> Task to complete:
Would you reproduce the whole listing exactly, dropping any pictures it holds?

> Dataset content:
☆ ☆ ☆ ☆
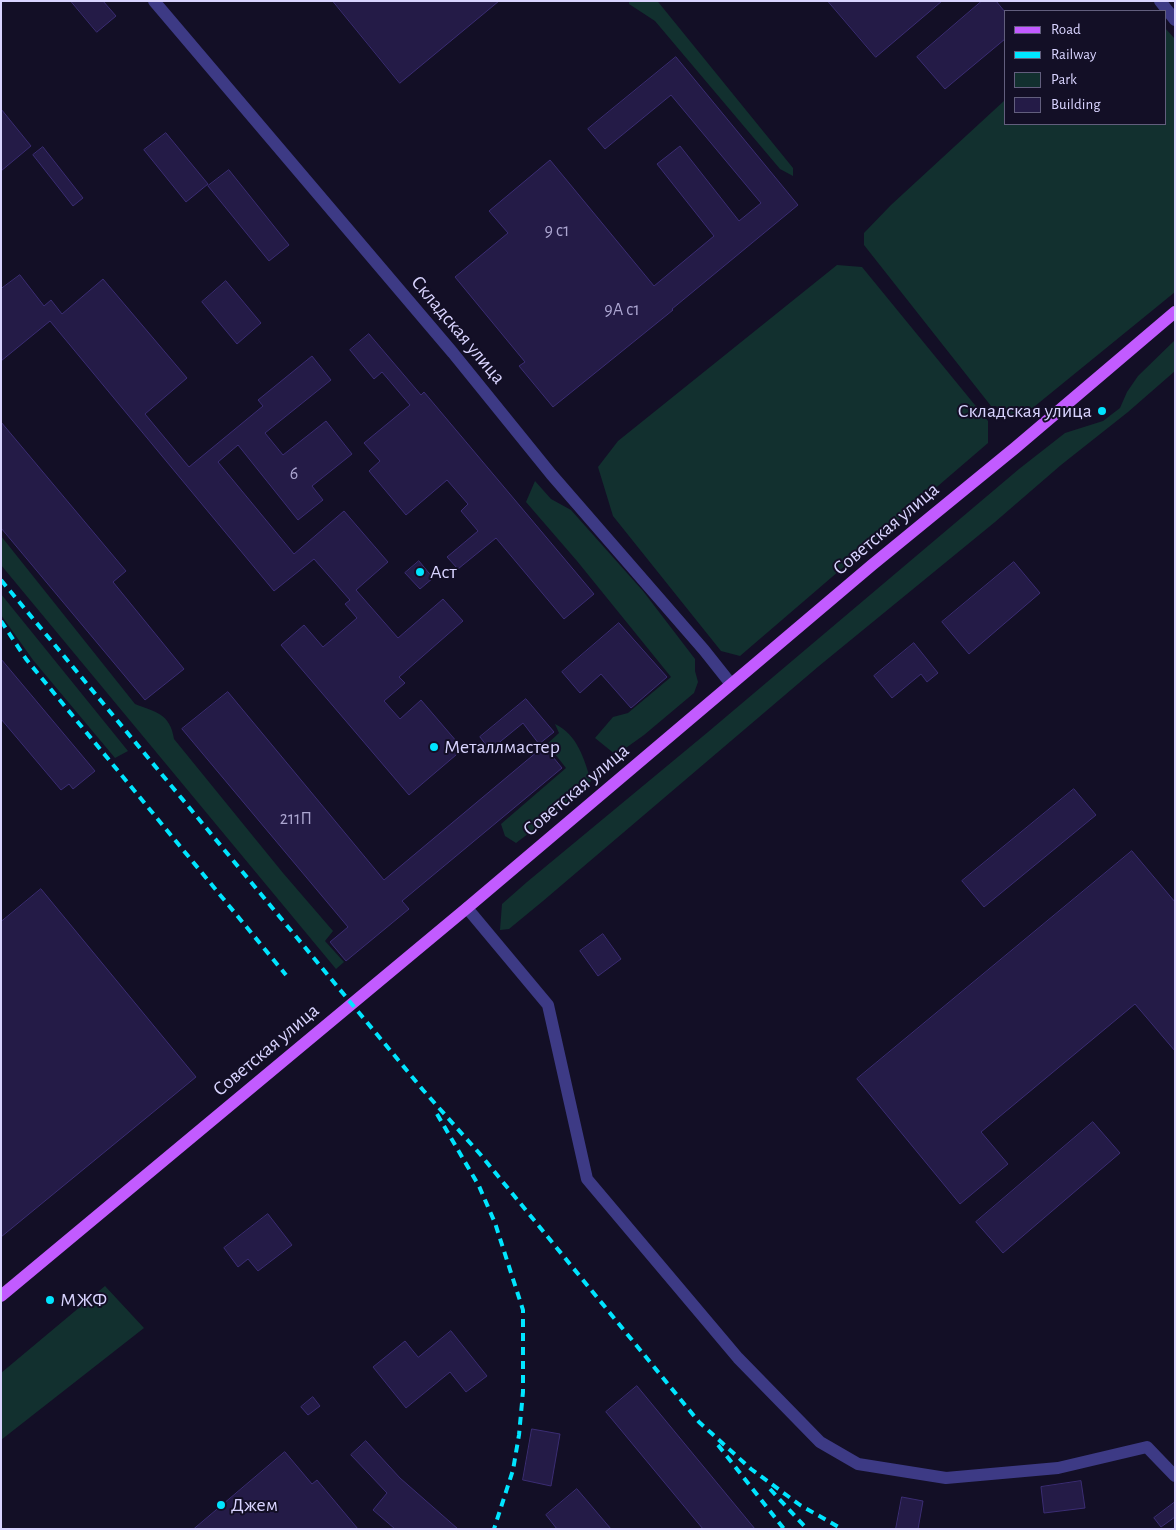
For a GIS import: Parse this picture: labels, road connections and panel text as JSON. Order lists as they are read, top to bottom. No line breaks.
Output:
{"streets":{"main road":["Советская улица"],"street":["Складская улица"]},"crossings":[["Складская улица","Советская улица"]],"places":["Складская улица","Аст","Металлмастер","МЖФ","Джем"],"house_numbers":["9 с1","9А с1","6","211П"],"legend":["Road","Railway","Park","Building"]}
☆ ☆ ☆ ☆
> Response:
For a GIS import: Parse this picture: labels, road connections and panel text as JSON. Order lists as they are read, top to bottom. No line breaks.
Output:
{"streets":{"main road":["Советская улица"],"street":["Складская улица"]},"crossings":[["Складская улица","Советская улица"]],"places":["Складская улица","Аст","Металлмастер","МЖФ","Джем"],"house_numbers":["9 с1","9А с1","6","211П"],"legend":["Road","Railway","Park","Building"]}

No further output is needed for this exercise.